After he declared victory over Islamic State (ISIS) on Dec. 9, Iraqi Prime Minister Haider al-Abadi made an important promise. He plans to address the wide distrust between Sunnis and Shiites – which was the root cause of ISIS’s rise three years ago.
“Iraq today is for all Iraqis,” he said, citing the rare unity of military forces during the final push against ISIS.
Mr. Abadi is now the latest world leader searching for national reconciliation and a healing of social wounds after the end of an armed conflict or the collapse of an authoritarian regime.
In the West African nation of Gambia, a new president, Adama Barrow, plans to set up a truth commission to shed light on the human rights abuses committed during the two-decade rule of his dictatorial predecessor, Yahya Jammeh. “We must understand what happened under Jammeh so we never slide back,” says Abubacarr Tambadou, Gambia’s minister of Justice.
In Colombia last week, President Juan Manuel Santos took a critical step in cementing a 2016 peace deal between the government and the country’s largest guerrilla group. He formed a truth commission that will reveal the full extent of atrocities committed during a half-century of civil war. And another tribunal will administer justice for major wartime atrocities.
In Tunisia, a truth commission set up after the 2011 Arab Spring continues its work to uncover the misdeeds of a previous dictatorship. Meanwhile, Nepal and Sri Lanka are weighing similar efforts after wars in those countries.
While any of these efforts could serve as hopeful possibilities for other countries currently in conflict – Syria, Myanmar (Burma), Libya, Ukraine, Yemen, and South Sudan – perhaps the best and most recent example of reconciliation is Rwanda, 23 years after a genocide there killed 800,000.
In a new article in Foreign Affairs magazine, University of London scholar Phil Clark writes of “the immense steps” that Rwanda has taken at the individual, local, and national levels to achieve harmony between the Hutus, the ethnic majority, and the minority Tutsis.
“No other country today has so many perpetrators of mass atrocity living in such close proximity to their victims’ families,” he writes after conducting more than 1,000 interviews with everyday Rwandans over 15 years of research.
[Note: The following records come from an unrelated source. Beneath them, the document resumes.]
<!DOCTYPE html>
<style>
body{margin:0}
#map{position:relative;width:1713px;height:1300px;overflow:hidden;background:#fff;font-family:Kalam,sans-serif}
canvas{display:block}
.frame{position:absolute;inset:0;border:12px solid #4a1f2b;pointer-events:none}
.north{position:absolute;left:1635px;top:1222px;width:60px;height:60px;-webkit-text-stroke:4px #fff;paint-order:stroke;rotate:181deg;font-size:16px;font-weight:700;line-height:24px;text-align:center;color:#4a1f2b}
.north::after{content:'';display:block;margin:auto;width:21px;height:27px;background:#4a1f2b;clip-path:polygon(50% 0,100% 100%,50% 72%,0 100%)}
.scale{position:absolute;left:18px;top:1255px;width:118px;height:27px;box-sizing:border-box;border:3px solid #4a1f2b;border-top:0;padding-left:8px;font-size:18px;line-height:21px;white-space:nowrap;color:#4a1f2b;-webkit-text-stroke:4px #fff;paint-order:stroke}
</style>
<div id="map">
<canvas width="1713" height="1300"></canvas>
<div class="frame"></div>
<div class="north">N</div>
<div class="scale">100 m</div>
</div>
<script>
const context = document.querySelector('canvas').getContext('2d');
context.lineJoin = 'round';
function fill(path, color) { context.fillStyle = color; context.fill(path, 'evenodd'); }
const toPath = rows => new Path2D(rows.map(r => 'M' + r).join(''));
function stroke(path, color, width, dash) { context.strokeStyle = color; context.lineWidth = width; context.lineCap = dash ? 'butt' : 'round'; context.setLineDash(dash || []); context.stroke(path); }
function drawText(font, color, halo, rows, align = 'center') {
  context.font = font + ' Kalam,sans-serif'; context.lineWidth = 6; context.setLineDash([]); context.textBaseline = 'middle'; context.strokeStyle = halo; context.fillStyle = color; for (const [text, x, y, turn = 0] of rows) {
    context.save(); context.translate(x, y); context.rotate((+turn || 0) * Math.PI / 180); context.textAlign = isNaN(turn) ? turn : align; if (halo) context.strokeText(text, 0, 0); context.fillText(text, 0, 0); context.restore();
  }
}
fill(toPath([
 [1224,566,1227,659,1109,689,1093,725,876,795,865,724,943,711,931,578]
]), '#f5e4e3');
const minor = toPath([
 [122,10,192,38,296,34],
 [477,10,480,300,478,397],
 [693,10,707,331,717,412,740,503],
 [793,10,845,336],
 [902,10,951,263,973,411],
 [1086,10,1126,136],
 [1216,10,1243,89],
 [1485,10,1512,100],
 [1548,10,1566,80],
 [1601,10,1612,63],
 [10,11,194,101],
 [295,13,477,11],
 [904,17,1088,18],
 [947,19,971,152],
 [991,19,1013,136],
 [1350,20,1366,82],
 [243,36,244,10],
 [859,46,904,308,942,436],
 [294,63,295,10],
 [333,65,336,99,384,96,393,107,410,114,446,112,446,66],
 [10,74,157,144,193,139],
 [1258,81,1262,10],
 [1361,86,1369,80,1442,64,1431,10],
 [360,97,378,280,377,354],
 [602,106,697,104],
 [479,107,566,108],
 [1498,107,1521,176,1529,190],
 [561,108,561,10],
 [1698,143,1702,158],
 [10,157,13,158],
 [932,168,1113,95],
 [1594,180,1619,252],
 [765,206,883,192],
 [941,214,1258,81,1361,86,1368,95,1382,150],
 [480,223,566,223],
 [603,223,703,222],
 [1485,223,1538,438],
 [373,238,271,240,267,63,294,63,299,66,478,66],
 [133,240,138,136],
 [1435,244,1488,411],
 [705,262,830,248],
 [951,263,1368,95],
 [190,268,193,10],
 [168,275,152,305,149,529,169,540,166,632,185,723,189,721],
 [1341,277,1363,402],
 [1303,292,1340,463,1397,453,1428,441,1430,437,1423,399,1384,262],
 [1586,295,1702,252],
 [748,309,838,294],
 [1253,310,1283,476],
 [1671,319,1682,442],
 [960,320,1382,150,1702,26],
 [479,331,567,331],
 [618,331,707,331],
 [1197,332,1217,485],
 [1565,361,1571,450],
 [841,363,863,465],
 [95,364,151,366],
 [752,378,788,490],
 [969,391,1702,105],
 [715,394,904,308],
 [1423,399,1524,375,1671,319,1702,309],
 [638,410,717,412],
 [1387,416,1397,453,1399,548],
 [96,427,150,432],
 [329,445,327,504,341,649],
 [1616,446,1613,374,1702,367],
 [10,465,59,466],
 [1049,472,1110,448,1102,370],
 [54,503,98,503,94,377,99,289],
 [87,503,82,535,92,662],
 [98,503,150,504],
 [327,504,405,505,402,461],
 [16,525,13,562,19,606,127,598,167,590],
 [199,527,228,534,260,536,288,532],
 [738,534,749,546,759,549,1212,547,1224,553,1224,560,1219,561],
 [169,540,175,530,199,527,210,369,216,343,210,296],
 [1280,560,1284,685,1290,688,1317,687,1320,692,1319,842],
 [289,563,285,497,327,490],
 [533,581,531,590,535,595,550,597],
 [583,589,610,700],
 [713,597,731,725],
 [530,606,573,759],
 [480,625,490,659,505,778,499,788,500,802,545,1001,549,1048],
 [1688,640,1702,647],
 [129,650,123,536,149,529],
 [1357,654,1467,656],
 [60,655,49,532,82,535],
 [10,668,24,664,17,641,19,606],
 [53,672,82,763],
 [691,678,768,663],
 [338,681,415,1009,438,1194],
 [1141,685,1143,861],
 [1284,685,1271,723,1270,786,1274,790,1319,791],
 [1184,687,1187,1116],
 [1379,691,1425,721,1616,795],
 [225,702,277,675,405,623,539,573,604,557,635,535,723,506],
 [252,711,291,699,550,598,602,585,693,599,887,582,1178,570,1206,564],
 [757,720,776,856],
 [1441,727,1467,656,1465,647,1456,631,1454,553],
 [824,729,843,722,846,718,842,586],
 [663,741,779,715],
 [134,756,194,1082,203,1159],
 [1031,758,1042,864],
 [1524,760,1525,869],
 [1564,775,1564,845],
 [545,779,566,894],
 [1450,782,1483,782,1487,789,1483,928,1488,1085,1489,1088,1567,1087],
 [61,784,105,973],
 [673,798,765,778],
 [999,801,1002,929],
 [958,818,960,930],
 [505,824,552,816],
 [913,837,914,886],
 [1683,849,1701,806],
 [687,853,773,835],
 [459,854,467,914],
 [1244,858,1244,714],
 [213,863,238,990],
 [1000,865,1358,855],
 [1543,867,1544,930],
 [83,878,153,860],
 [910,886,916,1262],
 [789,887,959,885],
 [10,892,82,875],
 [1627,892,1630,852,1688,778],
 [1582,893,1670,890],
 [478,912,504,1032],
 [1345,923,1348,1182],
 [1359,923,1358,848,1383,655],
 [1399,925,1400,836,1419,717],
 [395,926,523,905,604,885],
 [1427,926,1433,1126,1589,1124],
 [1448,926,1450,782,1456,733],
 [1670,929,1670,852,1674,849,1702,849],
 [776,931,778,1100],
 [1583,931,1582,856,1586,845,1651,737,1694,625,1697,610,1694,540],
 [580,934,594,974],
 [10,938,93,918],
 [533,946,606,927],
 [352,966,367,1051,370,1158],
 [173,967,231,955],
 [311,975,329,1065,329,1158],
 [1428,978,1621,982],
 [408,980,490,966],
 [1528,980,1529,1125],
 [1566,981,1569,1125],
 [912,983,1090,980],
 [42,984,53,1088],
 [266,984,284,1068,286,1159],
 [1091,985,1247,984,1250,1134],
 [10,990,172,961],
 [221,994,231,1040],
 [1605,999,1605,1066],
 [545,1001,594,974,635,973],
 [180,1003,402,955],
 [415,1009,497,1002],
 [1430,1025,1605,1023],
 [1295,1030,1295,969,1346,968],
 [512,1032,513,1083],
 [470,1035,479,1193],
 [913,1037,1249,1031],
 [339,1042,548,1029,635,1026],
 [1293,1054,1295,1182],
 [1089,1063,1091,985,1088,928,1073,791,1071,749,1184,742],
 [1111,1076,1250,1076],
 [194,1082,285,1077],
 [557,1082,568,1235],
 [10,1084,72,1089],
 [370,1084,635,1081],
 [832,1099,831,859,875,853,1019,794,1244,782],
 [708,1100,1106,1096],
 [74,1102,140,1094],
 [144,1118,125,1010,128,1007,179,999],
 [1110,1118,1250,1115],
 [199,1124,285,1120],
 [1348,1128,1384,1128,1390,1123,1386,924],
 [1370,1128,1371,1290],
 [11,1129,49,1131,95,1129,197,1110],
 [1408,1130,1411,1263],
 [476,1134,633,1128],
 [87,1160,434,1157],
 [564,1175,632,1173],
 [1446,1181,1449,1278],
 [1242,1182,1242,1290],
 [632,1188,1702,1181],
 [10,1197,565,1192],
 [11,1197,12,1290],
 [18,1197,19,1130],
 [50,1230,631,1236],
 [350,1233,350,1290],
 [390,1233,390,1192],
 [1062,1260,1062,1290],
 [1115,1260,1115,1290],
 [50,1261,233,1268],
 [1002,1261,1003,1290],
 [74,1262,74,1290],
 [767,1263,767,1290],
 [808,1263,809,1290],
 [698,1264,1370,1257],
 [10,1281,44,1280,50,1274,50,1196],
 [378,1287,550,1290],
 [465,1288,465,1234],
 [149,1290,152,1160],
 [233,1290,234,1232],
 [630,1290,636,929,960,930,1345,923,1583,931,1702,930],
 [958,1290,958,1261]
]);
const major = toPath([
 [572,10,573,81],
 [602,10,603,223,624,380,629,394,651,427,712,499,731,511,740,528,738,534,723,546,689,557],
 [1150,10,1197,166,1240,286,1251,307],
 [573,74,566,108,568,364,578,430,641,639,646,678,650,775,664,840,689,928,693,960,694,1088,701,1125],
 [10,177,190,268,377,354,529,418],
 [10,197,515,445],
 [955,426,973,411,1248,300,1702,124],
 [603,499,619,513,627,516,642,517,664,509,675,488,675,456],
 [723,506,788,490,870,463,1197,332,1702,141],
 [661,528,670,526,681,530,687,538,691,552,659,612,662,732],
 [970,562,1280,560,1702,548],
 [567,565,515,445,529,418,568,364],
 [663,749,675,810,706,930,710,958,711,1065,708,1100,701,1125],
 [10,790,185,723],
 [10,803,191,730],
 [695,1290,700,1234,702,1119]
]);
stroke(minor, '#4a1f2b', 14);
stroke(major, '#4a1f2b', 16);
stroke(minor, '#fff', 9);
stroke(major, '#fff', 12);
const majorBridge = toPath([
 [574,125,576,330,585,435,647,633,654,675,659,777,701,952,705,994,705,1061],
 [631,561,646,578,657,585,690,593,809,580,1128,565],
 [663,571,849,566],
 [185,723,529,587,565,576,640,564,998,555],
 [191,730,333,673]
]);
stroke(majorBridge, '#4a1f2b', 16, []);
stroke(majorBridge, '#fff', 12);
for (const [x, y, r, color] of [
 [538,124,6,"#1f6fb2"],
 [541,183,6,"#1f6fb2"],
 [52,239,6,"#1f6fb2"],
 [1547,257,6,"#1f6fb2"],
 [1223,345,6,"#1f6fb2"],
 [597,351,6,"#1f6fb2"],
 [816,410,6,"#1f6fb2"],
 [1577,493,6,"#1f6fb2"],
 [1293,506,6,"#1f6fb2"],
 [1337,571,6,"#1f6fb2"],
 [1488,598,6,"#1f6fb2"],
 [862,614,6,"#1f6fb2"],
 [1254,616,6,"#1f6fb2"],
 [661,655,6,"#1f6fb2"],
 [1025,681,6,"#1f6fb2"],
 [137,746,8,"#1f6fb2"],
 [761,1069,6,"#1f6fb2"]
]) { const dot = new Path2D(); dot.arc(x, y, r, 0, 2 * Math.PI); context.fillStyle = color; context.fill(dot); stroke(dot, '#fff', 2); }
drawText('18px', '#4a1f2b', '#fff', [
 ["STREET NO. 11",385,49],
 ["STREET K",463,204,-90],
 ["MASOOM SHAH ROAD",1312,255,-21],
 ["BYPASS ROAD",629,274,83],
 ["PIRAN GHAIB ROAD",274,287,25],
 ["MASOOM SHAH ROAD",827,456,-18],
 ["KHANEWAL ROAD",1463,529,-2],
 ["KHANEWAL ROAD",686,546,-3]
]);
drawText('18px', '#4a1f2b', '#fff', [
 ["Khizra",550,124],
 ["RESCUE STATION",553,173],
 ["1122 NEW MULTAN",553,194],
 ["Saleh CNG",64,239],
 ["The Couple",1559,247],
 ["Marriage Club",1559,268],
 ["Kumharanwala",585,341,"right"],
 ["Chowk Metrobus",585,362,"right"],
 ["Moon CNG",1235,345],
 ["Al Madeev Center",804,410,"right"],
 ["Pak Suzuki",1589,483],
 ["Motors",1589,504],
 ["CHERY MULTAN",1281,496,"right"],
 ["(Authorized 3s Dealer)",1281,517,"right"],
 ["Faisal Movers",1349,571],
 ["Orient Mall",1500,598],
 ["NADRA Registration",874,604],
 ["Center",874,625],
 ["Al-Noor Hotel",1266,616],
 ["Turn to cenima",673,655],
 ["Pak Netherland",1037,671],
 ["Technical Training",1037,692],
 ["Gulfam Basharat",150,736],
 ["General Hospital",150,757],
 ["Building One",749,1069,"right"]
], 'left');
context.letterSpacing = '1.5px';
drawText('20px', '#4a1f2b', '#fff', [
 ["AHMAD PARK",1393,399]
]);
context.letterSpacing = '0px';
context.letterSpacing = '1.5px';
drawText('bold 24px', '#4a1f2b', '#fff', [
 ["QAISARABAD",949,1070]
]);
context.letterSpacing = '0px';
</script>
The country used community courts called gacaca between 2002 and 2012 to prosecute 400,000 genocide suspects. Those who confessed and showed remorse were shown leniency and reintegrated into their villages.
Rwanda’s leader, Paul Kagame, has used annual commemorations and civic education to bring the two ethnic groups together. The country is alert to divisive ethnic propaganda. And victims on both sides found their common suffering drew them together.
Most of all, the economic gap between Hutus and Tutsis was reduced, “helping redress some of the deep grievances that have bedeviled local communities for decades,” Mr. Clark writes.
“Many communities have … formed economic cooperatives, incorporating both Hutus and Tutsis, to pool resources such as seeds or fuel. They have started these not only out of economic necessity but also in the hope that working together will start to mend historical rifts,” he adds.
People once at violent odds with each other now tend the same fields, send their children to the same schools, sell goods to each other in the marketplace, and often intermarry. Such daily activities tested the ethics of each individual’s commitment to the community. They have created a foundation of trust.
The risk of mass violence now seems remote. While progress toward democracy has slowed, Rwanda shows how a country torn apart by war or cruel leaders can reconcile with the right mix of justice, dialogue, and socioeconomic development. Most Rwandans, concludes Clark, “have chosen to get on with life rather than settle old scores.”